═════ Records ═════

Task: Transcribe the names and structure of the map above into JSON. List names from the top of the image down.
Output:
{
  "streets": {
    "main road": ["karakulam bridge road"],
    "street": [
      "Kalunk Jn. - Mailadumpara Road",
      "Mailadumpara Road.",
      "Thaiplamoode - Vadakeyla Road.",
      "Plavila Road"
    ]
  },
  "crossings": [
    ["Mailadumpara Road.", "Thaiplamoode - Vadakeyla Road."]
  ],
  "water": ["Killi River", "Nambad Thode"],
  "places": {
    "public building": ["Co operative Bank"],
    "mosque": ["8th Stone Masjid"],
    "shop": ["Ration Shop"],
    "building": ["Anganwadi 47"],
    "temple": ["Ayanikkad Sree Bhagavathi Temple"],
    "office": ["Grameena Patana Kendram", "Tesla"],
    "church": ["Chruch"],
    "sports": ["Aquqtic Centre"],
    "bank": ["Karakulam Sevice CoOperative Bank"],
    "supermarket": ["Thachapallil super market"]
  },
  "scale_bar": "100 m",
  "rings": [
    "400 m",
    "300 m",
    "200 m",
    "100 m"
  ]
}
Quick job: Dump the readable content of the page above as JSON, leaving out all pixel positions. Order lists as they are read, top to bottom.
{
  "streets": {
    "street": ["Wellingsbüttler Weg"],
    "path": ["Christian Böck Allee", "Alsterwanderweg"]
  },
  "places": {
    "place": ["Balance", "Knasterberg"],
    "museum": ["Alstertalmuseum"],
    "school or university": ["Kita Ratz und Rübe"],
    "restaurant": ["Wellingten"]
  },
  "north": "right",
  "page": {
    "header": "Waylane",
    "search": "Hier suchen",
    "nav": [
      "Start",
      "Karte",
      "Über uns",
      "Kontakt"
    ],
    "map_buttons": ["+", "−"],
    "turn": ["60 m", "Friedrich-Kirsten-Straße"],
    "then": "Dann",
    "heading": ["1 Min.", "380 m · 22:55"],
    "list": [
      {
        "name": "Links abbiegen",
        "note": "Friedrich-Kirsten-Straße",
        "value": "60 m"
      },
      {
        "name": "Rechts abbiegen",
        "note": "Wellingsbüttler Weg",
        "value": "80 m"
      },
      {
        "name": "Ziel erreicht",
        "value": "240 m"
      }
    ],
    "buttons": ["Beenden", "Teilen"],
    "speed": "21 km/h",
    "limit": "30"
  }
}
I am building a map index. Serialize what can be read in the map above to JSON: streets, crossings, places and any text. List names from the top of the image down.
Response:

═════

Which lines above include the word "from"? Pick them out and copy them.

Solution:
Task: Transcribe the names and structure of the map above into JSON. List names from the top of the image down.
I am building a map index. Serialize what can be read in the map above to JSON: streets, crossings, places and any text. List names from the top of the image down.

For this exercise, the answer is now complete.